GIVEN RECORDS:
[Start of section]

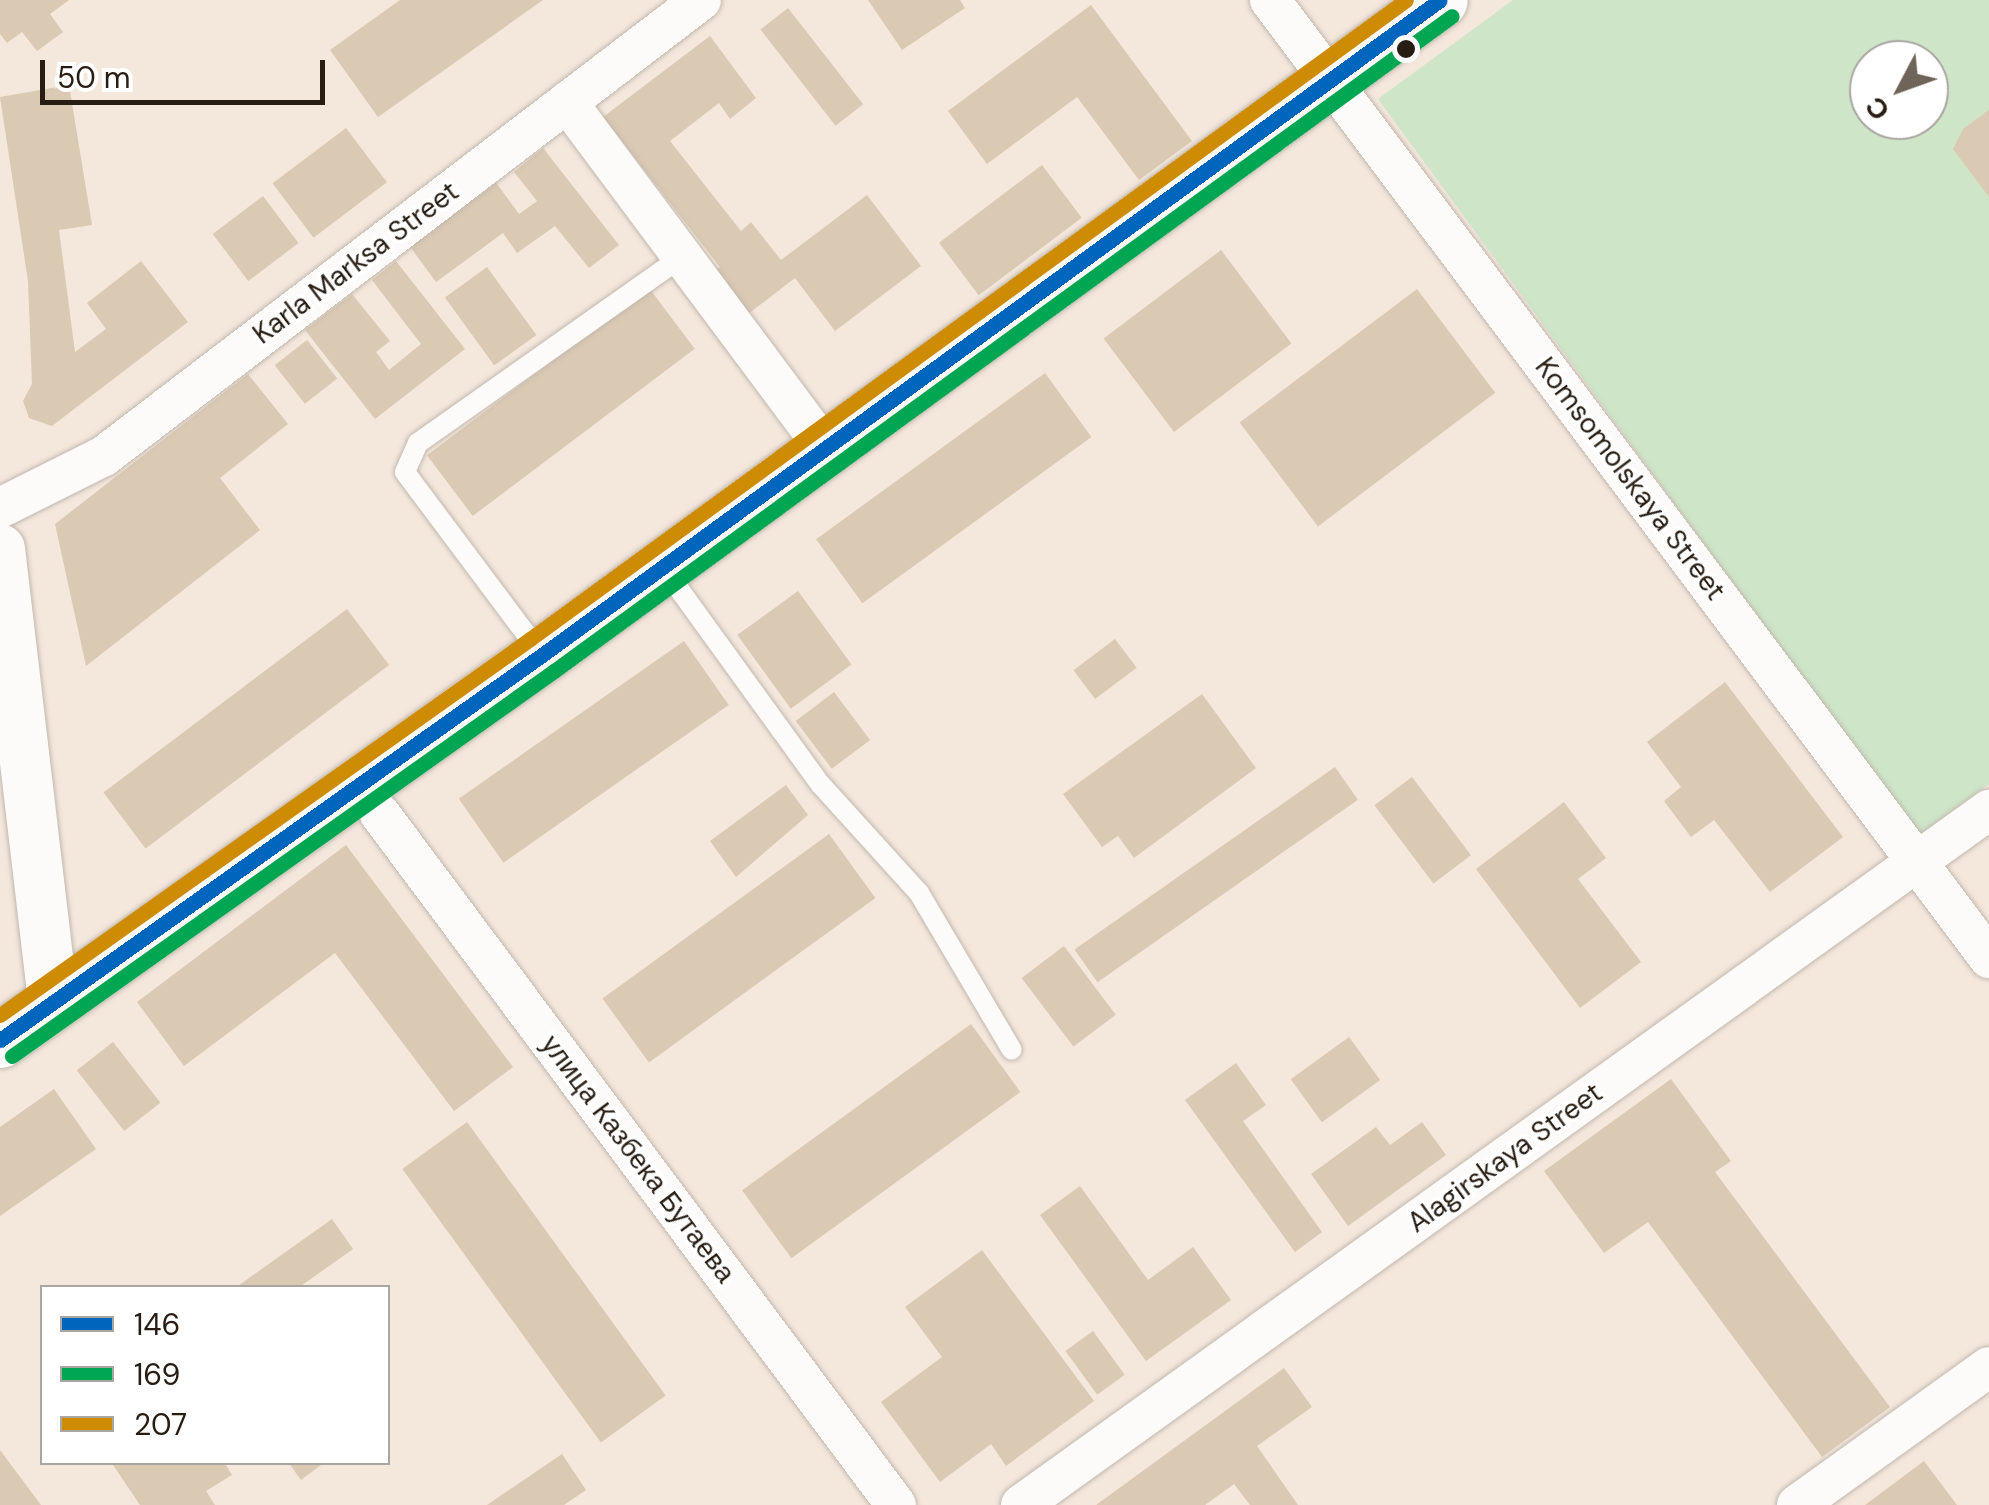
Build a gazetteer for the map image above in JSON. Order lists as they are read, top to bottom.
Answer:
{
  "streets": {
    "street": [
      "Karla Marksa Street",
      "Komsomolskaya Street",
      "Alagirskaya Street",
      "улица Казбека Бутаева"
    ]
  },
  "crossings": [
    ["Komsomolskaya Street", "Alagirskaya Street"]
  ],
  "lines": ["transit line 146", "transit line 207", "transit line 169"],
  "legend": ["146", "169", "207"],
  "scale_bar": "50 m",
  "north": "bottom left"
}
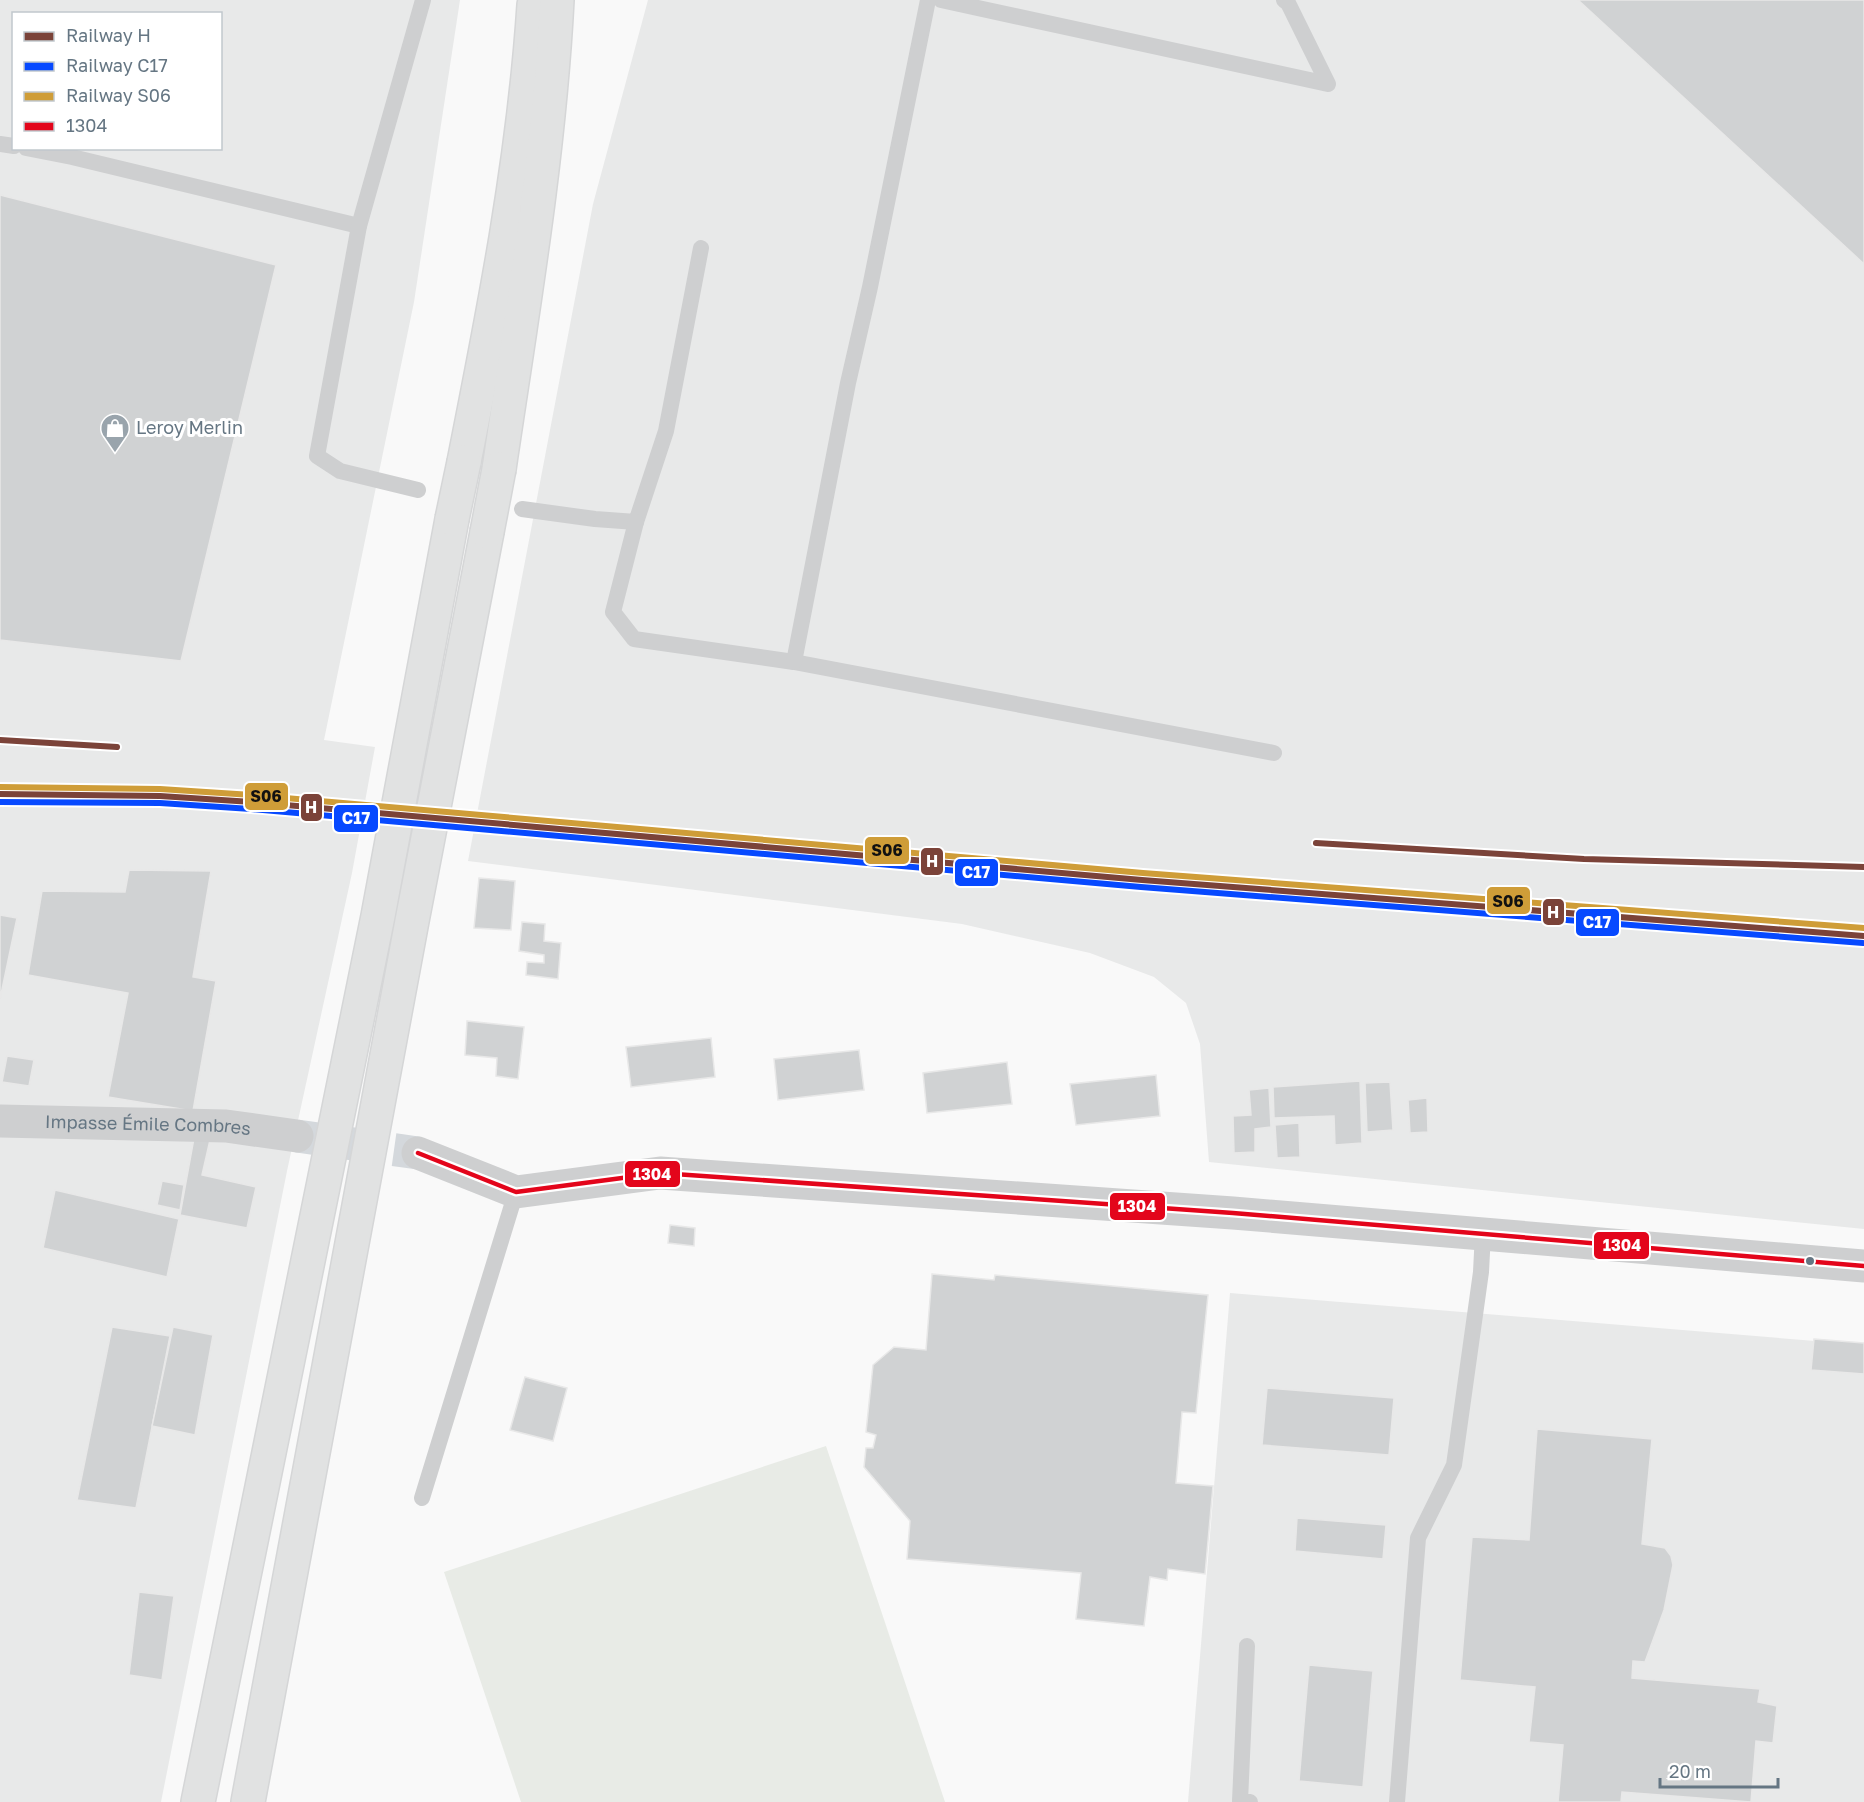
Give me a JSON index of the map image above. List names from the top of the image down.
{
  "streets": {
    "street": ["Impasse Émile Combres"]
  },
  "places": {
    "shop": ["Leroy Merlin"]
  },
  "lines": [
    "rail line H",
    "rail line S06",
    "rail line C17",
    "transit line 1304"
  ],
  "legend": [
    "Railway H",
    "Railway C17",
    "Railway S06",
    "1304"
  ],
  "scale_bar": "20 m"
}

[End of section]

YOUR OBJECTIVE:
Your task is to reproduce exactly the lines that begin at the line containing "Give me a JSON" and end at the final line of the data above.

ANSWER TO THIS EXERCISE:
Give me a JSON index of the map image above. List names from the top of the image down.
{
  "streets": {
    "street": ["Impasse Émile Combres"]
  },
  "places": {
    "shop": ["Leroy Merlin"]
  },
  "lines": [
    "rail line H",
    "rail line S06",
    "rail line C17",
    "transit line 1304"
  ],
  "legend": [
    "Railway H",
    "Railway C17",
    "Railway S06",
    "1304"
  ],
  "scale_bar": "20 m"
}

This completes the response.